Niet alleen werd hij er voorzitter van de orde van advocaten, maar ook lid van den gemeenteraad en van het departementaal bestuur. Hij schreef eenige vlugschriften over de vragen van den dag en werd in 1837 door 3 kiescollegiën afgevaardigd naar de Kamer van Gedeputeerden. Zijne eerste redevoeringen maakten weinig opgang, maar door zijne bekwaamheid in de behandeling der zaken wist hij zich spoedig invloed te verschaffen. Eerst voegde hij zich bij de partij van Thiers en bemoeide zich vooral met de vraagstukken omtrent handel en nijverheid. Weldra werd hij benoemd tot raadgevend regtsgeleerde van den hertog van Aumale en vervolgens (1840) tot onder-staatssecretaris in het ministérie Thiers. Hij verdedigde de versterking van Parijs en sloot een handelsverdrag met Nederland. Na den val van het Ministérie (October 1840) werd hij lid van de Balie te Parijs, terwijl hij in de
Kamer zich in de gelederen der oppositie schaarde. In 1846 werd hij herkozen, en hoewel hij zijne stem met kracht tegen de bestaande misbruiken verhief, nam hij geen deel aan de staatkundige banketten.

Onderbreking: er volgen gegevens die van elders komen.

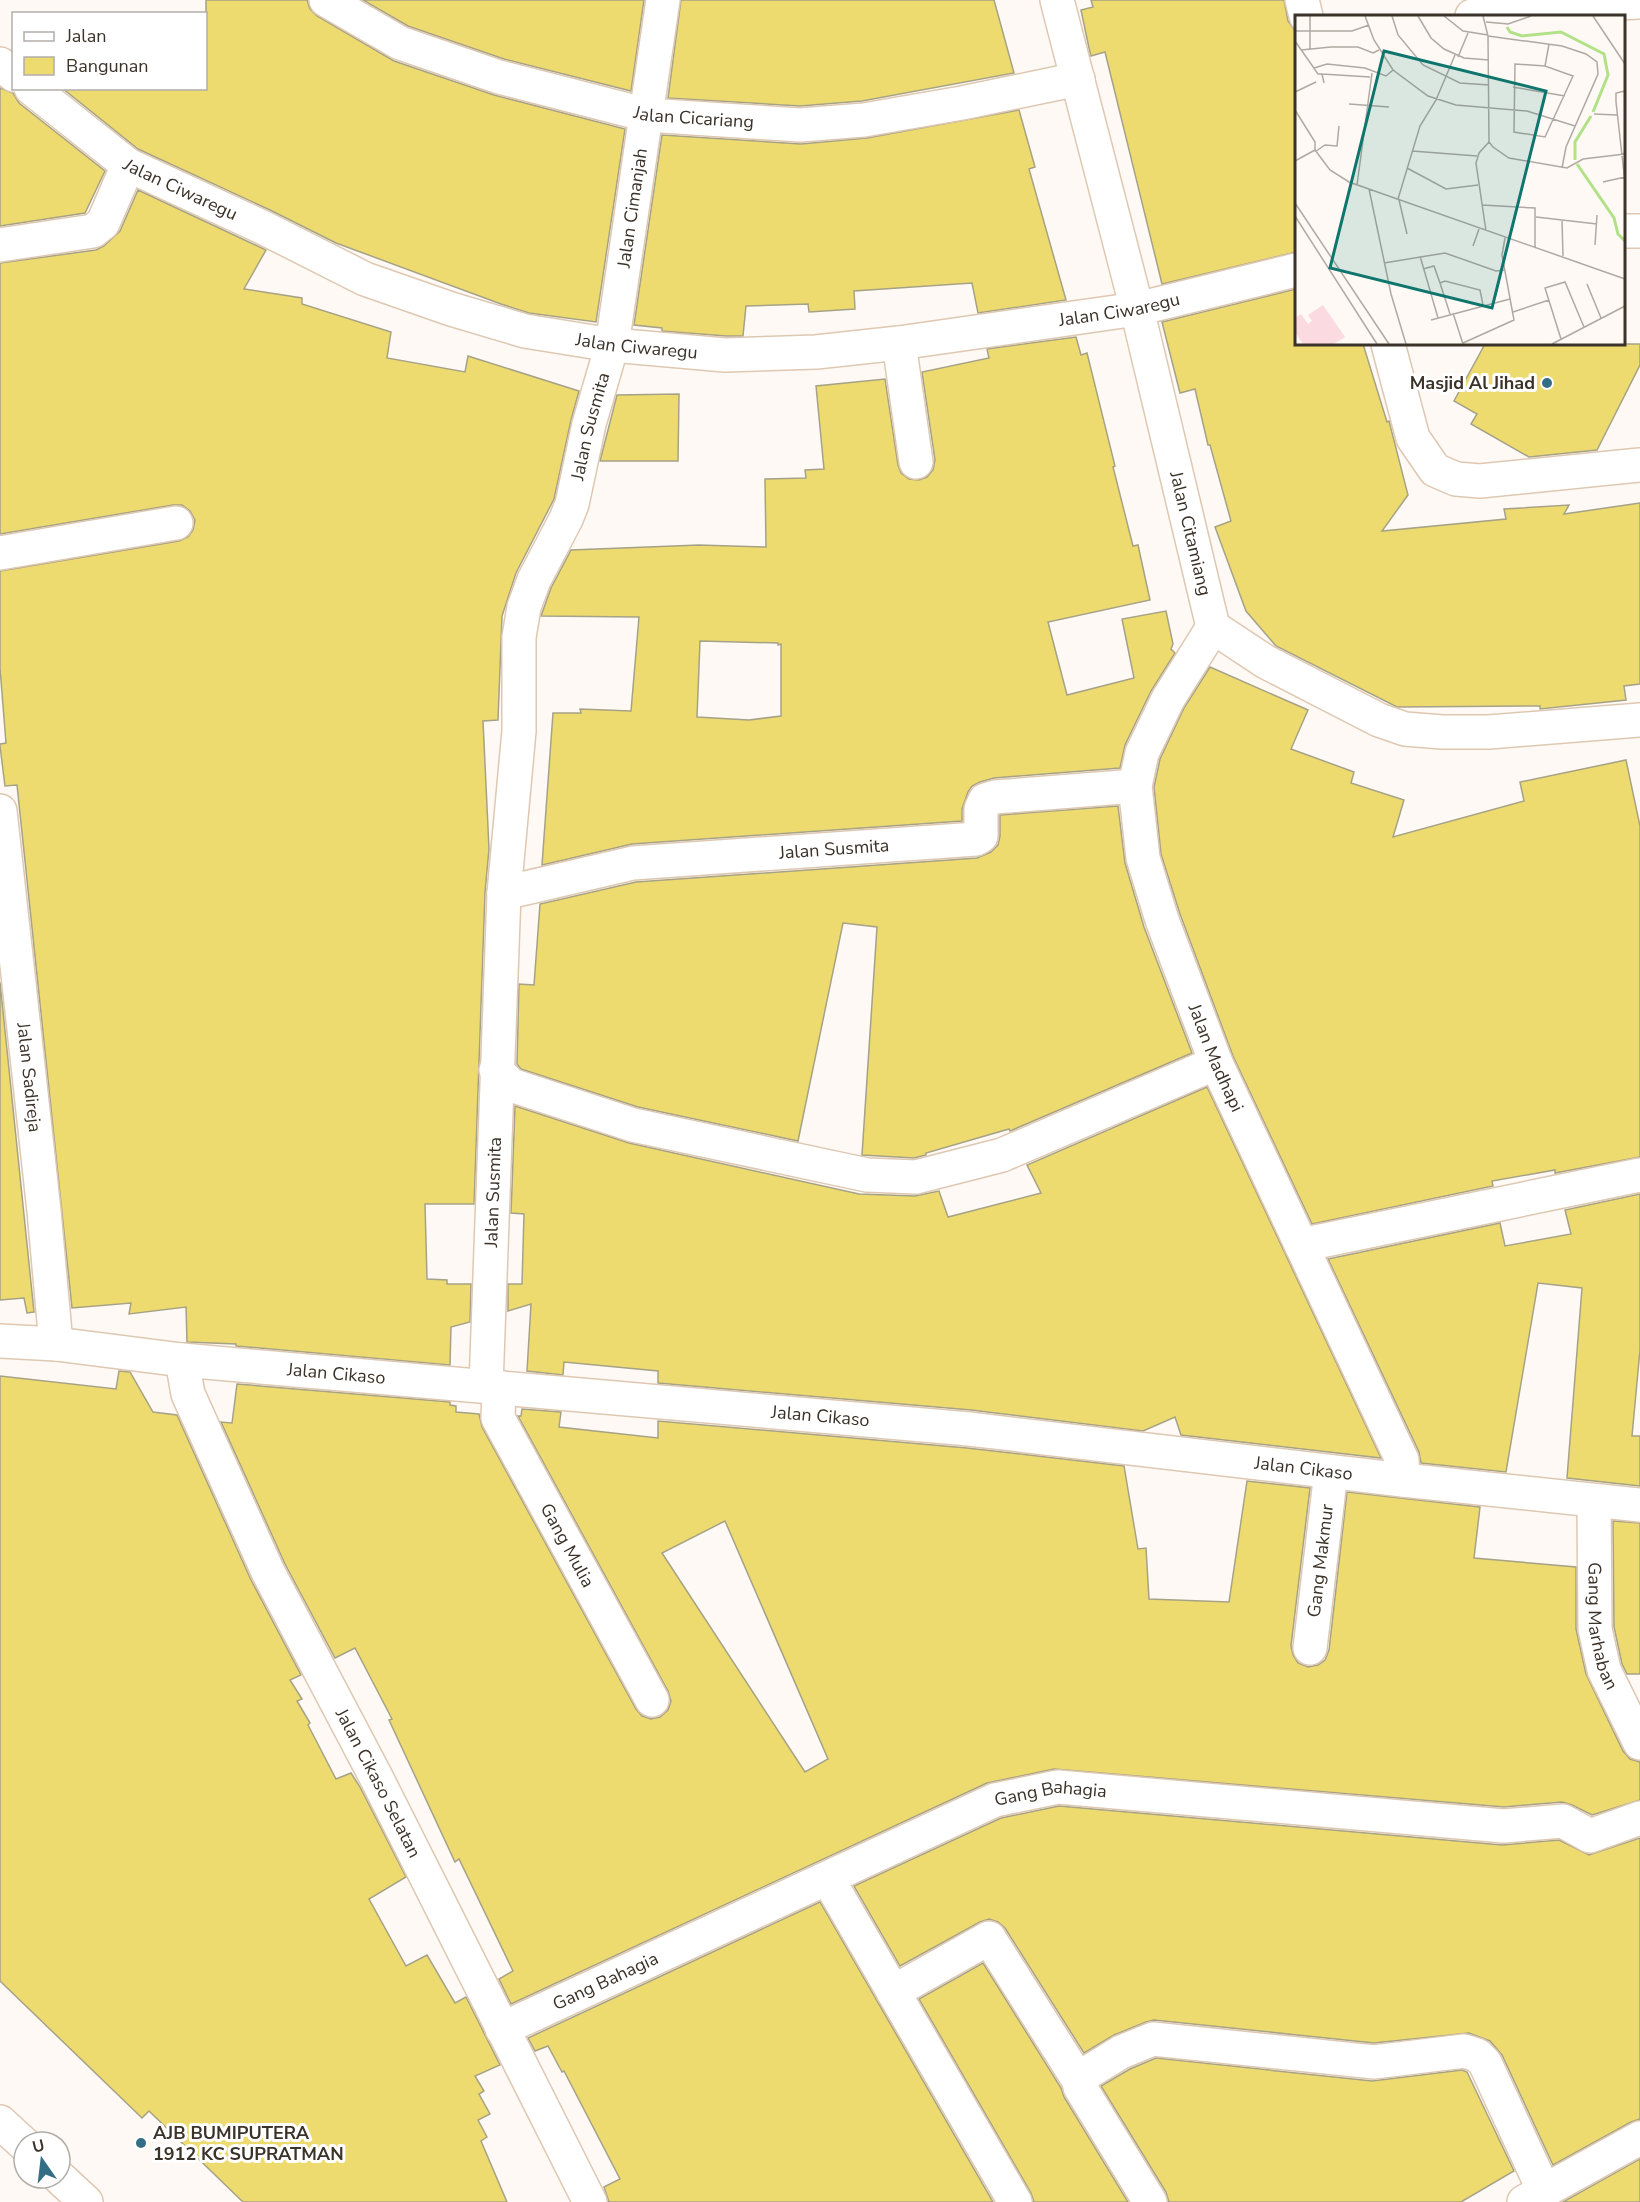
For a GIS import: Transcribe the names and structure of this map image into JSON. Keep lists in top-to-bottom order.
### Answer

Na de Februarij-omwenteling vertegenwoordigde hij in de Constituérende Vergadering het departement Loire inférieure en nam er plaats bij de gematigd-democratische partij; hij stemde zoowel voor de verbanning van de familie Orléans als tegen het stelsel van twee Kamers. Daar hij bij de keuze van Lodewijk Napoleon tot voorzitter nog meer tot de linkerzijde naderde, werd hij niet gekozen in het Wetgevend Ligchaam. Hij was dus weder advocaat bij het geregtshof te Parijs, bleef getrouw aan de volkszaak en ijverde in 1850 tegen de beperking van het kiesregt. Ook verdedigde hij met goed gevolg het tijdschrift “l’Evénement.” Bij de wederinvoering van het algemeen kiesregt en bij de daarmede verbondene kabinetsveranderingen werd hij meermalen genoemd onder degenen, aan wie eene portefeuille zou worden toevertrouwd ; doch eerst na den coup d’état van 2 December 1851 en nadat hij wederom tot afgevaardigde gekozen was, werd hij voorzitter van het Wetgevend Ligchaam en een ijverig bevorderaar der herstelling van het keizerschap. Den 23sten Julij 1854 werd hij de opvolger van Persigny als minister van Binnenlandsche Zaken en in December van dat jaar lid van den Senaat.
Na den aanslag van 13 Januarij 1854 moest hij eenigen tijd de portefeuille afstaan aan den generaal Espinasse, maar hij verving diens tweeden opvolger, den hertog van Padua, reeds op den 3den November 1859. In 1860 werd hij minister zonder portefeuille en wist de staatkunde des Keizers op eene uitstekende wijze te verdedigen. Hij overleed onverwachts te Nantes op den 13den October 1863.